A struggle for me over the years has been that there does not really seem to be any way of learning the notation, separate from the standard university education process. I'm not about to drop out of my career and go back to school just to learn to read mathematical notation, and it's basically impossible to look up the definitions for obscure symbols with unguessable names, so I simply remain ignorant.



Can you give an example of a place you've seen notation you can't understand? Typically, papers include a brief notation section where they define notation you can then google. In other cases, I've normally been able to google things like "what does the bar over <entity> mean?" successfully.


The last paper I remember trying to crack was Damas & Milner, on type systems, since I was working on a problem which appeared to be analogous to type inference. I asked a friend for help, and he very kindly translated it for me - he's actually written a long series of blog posts now, based on those emails:

https://ericlippert.com/2016/11/30/4498/

As with virtually every other CS paper using math notation, I found the Damas & Milner paper utterly incomprehensible at first, but once I'd seen the formulas translated into a notation I can actually read, I was able to go back and learn something useful from it.

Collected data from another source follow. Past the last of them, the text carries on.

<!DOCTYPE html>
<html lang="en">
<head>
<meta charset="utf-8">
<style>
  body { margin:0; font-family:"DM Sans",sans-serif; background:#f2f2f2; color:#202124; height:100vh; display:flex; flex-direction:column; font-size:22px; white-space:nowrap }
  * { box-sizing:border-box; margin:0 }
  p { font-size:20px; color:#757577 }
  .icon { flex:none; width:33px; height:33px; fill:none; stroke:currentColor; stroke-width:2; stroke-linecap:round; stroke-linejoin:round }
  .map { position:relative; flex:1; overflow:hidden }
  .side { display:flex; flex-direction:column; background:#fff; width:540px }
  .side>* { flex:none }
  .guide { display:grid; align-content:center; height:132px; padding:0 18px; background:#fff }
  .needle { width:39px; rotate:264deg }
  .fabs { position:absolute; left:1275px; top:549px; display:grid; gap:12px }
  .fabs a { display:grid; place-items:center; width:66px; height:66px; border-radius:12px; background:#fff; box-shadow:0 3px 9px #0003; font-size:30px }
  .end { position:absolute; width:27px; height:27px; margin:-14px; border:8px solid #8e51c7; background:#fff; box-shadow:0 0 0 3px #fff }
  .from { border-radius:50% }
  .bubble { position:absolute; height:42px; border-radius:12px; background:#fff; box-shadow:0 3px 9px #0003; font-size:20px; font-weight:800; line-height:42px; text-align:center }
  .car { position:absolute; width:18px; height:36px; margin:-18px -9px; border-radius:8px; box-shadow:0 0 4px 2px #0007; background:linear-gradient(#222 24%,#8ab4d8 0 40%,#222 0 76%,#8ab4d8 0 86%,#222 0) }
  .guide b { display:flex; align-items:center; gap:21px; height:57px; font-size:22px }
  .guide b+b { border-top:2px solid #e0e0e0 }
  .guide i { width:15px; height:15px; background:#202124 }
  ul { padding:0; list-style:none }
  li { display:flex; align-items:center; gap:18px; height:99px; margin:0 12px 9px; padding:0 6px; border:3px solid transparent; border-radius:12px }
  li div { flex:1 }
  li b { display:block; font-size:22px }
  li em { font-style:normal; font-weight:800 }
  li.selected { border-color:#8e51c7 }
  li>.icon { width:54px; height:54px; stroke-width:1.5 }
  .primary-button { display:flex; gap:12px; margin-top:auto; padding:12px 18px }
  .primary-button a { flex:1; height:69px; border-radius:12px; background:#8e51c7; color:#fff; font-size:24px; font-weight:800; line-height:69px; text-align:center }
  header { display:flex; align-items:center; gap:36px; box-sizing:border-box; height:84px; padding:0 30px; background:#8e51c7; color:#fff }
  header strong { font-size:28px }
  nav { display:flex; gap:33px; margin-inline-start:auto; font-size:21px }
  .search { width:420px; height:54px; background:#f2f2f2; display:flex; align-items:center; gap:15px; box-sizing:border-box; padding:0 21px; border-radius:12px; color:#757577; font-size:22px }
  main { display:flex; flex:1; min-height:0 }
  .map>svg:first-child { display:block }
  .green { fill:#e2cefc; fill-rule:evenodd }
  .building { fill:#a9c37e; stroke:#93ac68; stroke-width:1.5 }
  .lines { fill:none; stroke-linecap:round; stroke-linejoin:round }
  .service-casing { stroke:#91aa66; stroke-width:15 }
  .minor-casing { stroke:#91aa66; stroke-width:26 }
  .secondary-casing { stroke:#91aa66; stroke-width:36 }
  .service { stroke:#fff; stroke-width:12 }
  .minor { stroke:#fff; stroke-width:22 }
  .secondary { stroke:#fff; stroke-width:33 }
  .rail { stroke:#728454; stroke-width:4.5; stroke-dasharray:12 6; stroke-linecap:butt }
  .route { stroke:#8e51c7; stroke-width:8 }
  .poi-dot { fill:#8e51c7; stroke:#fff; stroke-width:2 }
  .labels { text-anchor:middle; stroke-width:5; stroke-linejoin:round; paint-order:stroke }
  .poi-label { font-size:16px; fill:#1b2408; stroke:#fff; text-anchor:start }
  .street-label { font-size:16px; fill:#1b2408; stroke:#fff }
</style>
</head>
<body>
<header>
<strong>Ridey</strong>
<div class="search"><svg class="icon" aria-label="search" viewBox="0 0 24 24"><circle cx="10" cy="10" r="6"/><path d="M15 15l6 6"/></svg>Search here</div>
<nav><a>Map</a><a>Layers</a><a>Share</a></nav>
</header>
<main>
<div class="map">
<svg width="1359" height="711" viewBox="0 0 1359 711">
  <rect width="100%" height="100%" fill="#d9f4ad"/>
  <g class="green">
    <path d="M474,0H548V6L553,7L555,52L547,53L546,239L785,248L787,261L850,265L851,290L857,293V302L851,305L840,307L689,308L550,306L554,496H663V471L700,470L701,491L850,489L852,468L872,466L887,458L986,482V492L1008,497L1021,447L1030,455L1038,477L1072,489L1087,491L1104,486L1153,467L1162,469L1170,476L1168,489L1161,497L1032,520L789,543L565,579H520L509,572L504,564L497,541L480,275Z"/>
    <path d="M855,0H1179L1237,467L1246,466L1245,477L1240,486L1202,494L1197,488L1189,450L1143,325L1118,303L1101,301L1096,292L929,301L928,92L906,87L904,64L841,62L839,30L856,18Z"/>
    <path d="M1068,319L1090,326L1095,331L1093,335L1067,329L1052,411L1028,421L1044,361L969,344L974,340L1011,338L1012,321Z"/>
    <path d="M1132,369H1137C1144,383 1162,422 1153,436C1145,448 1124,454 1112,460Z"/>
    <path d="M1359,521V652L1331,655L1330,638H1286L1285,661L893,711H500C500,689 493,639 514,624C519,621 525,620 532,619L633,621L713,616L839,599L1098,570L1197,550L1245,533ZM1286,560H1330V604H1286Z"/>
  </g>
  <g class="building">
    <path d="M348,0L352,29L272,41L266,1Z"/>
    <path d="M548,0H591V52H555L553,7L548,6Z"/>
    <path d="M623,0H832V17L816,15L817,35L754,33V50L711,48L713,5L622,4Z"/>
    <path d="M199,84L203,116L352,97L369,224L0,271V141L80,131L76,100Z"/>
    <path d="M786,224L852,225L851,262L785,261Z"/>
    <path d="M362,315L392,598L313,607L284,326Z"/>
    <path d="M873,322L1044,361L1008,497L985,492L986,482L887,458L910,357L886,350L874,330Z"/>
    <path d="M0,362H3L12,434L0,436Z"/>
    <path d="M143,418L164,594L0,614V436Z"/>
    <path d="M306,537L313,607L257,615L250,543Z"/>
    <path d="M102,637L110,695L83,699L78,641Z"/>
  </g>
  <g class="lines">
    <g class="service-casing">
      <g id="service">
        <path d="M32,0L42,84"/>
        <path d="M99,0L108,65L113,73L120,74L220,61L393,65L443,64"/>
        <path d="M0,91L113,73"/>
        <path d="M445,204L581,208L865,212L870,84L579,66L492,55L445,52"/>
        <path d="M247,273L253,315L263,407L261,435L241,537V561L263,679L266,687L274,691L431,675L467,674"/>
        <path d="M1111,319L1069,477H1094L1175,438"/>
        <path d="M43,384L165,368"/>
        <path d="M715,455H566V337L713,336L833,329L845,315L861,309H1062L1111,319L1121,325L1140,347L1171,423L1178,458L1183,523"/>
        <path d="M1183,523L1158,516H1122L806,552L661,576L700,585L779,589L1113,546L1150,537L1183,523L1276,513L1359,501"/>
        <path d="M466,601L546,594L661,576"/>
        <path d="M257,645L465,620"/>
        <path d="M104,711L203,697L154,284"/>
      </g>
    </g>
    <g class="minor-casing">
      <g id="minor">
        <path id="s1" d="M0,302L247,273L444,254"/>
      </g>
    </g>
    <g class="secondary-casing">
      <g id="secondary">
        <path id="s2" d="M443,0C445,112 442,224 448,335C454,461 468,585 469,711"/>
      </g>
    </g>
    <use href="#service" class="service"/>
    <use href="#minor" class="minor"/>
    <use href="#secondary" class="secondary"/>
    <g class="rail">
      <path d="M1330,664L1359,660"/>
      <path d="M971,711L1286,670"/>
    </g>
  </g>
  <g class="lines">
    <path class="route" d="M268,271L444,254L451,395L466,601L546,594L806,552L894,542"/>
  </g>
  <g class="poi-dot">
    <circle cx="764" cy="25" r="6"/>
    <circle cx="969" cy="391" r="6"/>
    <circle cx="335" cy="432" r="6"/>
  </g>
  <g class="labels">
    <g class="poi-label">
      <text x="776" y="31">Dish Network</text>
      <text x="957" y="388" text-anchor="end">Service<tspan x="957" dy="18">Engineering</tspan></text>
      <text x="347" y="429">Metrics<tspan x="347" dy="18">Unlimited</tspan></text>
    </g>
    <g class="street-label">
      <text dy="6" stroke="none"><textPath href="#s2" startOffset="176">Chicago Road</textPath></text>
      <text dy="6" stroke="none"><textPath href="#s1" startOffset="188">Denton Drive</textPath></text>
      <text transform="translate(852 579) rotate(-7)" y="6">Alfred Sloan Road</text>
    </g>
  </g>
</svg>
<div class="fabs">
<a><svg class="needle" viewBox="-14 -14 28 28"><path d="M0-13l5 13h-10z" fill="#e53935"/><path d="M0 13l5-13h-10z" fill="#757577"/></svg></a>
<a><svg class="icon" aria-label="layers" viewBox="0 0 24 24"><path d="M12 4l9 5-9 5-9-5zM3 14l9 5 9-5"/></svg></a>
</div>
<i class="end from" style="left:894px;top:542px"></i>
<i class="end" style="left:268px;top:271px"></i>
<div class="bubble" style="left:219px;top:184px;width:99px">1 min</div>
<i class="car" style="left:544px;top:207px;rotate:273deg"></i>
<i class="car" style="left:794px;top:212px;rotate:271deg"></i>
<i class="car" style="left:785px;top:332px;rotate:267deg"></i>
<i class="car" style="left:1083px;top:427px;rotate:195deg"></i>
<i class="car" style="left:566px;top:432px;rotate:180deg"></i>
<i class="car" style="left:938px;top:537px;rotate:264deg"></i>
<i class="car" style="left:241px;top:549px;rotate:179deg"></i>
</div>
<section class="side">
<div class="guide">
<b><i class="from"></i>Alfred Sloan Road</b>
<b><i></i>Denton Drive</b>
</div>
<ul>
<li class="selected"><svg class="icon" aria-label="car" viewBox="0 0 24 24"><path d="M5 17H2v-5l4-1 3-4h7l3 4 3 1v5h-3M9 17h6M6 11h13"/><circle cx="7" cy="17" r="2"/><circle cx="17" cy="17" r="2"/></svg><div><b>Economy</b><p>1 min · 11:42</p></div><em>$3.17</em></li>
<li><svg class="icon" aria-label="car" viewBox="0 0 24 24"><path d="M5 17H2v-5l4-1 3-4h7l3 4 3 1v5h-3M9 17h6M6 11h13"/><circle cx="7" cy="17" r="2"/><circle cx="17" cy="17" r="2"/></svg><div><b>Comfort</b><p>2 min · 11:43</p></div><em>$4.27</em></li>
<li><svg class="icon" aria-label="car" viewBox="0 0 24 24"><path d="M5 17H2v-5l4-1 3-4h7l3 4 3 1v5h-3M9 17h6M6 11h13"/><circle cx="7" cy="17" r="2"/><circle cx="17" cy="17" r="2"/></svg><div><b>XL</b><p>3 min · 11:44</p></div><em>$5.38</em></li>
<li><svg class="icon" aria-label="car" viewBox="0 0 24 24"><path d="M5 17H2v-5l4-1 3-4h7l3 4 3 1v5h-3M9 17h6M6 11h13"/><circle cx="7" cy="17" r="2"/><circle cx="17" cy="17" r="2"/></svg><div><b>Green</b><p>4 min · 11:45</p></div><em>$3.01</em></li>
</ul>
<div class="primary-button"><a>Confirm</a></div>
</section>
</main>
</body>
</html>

Unfortunately, it appears to be the case that there really is no one such thing as "math notation", not in the sense that there is one programming notation called "Python" and another called "Haskell" and yet another called "C++", such that one can go read a tutorial for some specific language and thereby come to understand how its notation works. Instead, it appears that "math notation" is a huge collection of little micro-notations, all mixed up together in a more or less ad-hoc fashion by the author of each paper.